PrintGoogle Books is changing how the world reads.
The project’s start coincided with the emergence of the search engine itself. According to the Google Books Web site, in 1996 Stanford graduates Sergey Brin and Larry Page were working on a digital libraries project that sought to index book content and enable Web crawlers to analyze cross-references and citations within books. The crawler they built inspired the PageRank algorithm that fuels the search engine Internet users know so well. The Google Books project didn’t reach full steam until 2002, however, when the company actively sought to digitize as many books as possible.
They’ve been pretty successful. Through direct partnerships with authors and publishers or collaborations with universities like Columbia and public libraries, Google Books is rapidly digitizing much of the written word. Books in the public domain—ones, in other words, whose copyrights have expired and can be distributed for free—are fully on view and downloadable in PDF form. Books still under copyright are often available through limited views. The project has marked advantages: authors and publishers utilized limited view to tap into an Internet market they couldn’t access before, and students and scholars can easily search through texts to analyze cross references and pull quotes and information. But there are also significant problems. Before Google, no company had ever digitized books under copyright online, so no company ever had to examine the legality of doing so.

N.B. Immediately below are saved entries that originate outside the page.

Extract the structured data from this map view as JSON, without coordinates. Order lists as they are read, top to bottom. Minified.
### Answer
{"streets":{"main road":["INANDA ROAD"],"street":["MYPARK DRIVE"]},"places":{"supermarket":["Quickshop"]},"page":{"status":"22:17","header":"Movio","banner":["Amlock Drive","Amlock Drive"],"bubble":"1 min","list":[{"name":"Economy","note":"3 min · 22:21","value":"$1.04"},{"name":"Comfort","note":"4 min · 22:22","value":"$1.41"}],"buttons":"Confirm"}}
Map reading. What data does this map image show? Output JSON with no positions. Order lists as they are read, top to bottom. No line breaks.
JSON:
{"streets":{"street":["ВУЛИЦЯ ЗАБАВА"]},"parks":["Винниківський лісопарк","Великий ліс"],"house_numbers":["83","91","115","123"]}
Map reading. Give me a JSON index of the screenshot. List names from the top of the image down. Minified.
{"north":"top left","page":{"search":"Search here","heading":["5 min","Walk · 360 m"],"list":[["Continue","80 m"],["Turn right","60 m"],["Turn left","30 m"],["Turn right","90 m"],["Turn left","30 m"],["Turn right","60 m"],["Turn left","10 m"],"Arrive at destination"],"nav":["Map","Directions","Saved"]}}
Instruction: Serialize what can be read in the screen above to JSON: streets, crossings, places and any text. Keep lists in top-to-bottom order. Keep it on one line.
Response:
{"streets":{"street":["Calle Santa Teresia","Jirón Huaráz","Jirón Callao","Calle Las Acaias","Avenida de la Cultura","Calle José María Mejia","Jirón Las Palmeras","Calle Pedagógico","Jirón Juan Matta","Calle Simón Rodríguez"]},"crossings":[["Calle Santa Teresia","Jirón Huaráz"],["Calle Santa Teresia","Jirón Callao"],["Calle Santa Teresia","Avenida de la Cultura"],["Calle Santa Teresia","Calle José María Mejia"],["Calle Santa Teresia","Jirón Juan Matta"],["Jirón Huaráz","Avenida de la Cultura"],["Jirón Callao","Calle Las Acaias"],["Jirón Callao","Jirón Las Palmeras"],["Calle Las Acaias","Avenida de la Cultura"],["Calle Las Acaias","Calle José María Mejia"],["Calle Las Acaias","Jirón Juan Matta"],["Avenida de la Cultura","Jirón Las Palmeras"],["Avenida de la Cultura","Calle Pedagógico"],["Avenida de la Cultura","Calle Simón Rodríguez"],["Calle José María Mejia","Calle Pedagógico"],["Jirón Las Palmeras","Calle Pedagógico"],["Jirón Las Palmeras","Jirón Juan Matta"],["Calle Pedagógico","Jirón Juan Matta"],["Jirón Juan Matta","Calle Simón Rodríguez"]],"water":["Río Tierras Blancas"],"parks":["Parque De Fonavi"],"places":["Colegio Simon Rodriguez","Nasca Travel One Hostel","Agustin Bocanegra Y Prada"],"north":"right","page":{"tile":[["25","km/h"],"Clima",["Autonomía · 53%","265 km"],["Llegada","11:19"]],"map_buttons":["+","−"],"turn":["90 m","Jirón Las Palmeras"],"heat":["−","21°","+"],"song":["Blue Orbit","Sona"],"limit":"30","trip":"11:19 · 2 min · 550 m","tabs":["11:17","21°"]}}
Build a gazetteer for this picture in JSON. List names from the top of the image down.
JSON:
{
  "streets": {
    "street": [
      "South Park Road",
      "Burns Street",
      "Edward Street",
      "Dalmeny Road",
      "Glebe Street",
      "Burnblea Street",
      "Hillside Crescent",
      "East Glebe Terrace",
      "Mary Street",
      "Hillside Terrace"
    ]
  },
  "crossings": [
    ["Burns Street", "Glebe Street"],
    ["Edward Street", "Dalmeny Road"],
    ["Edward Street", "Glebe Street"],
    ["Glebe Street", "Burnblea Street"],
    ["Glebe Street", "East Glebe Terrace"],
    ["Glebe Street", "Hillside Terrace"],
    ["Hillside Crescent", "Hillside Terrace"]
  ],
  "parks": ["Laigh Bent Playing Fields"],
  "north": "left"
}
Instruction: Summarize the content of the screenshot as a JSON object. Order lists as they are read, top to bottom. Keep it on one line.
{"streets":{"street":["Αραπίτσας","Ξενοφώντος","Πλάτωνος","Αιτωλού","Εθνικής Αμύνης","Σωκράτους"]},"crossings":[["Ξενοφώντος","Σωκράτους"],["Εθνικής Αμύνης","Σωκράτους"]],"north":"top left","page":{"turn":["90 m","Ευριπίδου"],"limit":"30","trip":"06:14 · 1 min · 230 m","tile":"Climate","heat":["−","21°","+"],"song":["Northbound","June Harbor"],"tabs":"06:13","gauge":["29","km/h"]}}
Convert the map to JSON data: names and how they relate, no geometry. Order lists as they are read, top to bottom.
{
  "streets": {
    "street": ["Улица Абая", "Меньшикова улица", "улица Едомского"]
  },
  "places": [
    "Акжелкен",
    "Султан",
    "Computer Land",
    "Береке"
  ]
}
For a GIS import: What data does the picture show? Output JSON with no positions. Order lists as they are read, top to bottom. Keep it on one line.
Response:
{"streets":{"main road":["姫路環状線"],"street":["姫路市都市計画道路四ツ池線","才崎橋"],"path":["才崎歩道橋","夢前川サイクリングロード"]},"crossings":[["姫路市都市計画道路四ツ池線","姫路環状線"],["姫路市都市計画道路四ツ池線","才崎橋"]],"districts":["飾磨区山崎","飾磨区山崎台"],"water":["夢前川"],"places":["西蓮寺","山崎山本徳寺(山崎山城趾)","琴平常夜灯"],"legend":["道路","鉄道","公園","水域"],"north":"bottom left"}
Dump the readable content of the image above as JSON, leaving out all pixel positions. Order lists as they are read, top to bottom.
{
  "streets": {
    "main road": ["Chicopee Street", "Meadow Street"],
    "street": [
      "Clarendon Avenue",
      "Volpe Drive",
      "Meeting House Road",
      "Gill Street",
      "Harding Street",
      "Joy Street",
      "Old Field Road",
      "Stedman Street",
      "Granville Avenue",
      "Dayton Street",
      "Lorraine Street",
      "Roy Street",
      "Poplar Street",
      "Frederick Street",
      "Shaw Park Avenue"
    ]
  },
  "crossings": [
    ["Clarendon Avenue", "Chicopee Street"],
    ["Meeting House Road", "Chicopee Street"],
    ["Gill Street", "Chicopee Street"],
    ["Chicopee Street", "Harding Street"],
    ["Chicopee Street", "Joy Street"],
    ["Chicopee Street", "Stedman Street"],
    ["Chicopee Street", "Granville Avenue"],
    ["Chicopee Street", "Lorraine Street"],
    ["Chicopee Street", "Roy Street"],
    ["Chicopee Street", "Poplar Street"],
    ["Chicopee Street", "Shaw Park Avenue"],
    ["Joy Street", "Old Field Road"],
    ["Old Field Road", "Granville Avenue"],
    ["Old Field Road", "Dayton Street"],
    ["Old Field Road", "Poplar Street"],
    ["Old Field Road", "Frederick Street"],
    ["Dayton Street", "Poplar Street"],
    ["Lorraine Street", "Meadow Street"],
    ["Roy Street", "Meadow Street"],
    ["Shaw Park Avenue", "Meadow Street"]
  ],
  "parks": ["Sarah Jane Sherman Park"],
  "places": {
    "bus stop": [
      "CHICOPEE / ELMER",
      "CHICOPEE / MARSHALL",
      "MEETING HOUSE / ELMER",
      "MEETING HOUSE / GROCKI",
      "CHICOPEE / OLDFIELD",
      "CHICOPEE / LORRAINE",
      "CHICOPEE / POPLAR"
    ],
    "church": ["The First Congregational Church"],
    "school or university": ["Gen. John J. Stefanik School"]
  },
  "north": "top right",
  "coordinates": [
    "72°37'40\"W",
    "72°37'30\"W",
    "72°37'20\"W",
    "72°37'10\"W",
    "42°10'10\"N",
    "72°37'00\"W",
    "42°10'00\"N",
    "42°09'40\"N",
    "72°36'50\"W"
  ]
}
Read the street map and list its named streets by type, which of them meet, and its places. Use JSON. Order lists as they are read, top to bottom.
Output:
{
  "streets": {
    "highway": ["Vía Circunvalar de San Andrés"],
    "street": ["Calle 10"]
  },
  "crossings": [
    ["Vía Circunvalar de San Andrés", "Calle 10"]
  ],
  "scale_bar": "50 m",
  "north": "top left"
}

In 2005, the Authors Guild and the Association of American Publishers both independently filed class action lawsuits against Google for “massive copyright infringement” for publishing snippets of in-copyright works without authorial consent. On Oct. 28, 2008, Google, the AG, and the AAP reached a settlement in which authors of in-copyright books were to receive a cut of the profits Google made through Google Books, including online advertising revenues. The corporation also set up a database to allow authors and publishers to opt out of their digitization project, but the AG and AAP were still agitated over Google’s lackluster efforts to directly contact rights holders to establish consent to publish their works online. They set a court date for Oct. 7, 2009 (Federal judge Denny Chin has postponed the court date indefinitely). And on Friday, Sept. 18, 2009, the Department of Justice released its own highly critical report on the lawsuit, questioning Google’s aggressive plans for so-called “orphan books”—books that, while still under copyright, are out of print and essentially abandoned by the author and publisher. The report also slammed the company for publishing portions of in-copyright books without direct consent from the authors.
Now the situation becomes even more complicated. Columbia is one of the main participating universities in the digitization project. Jim Neal, vice president for information services and university librarian at Columbia, is a strident defender of the University’s stance. “One of our challenges as a library is to put more and more of our content online,” he explains. And while Columbia does have in-house digitization technology “somewhere in the bowels of Butler,” money is a considerable obstacle. Due to the need to hire staff to manage high-tech digital cameras, catalogue, and preserve the media, costs would inflate rapidly. A much more viable option is outsourcing the work to another company, especially one as already invested in massive digitization projects as Google is.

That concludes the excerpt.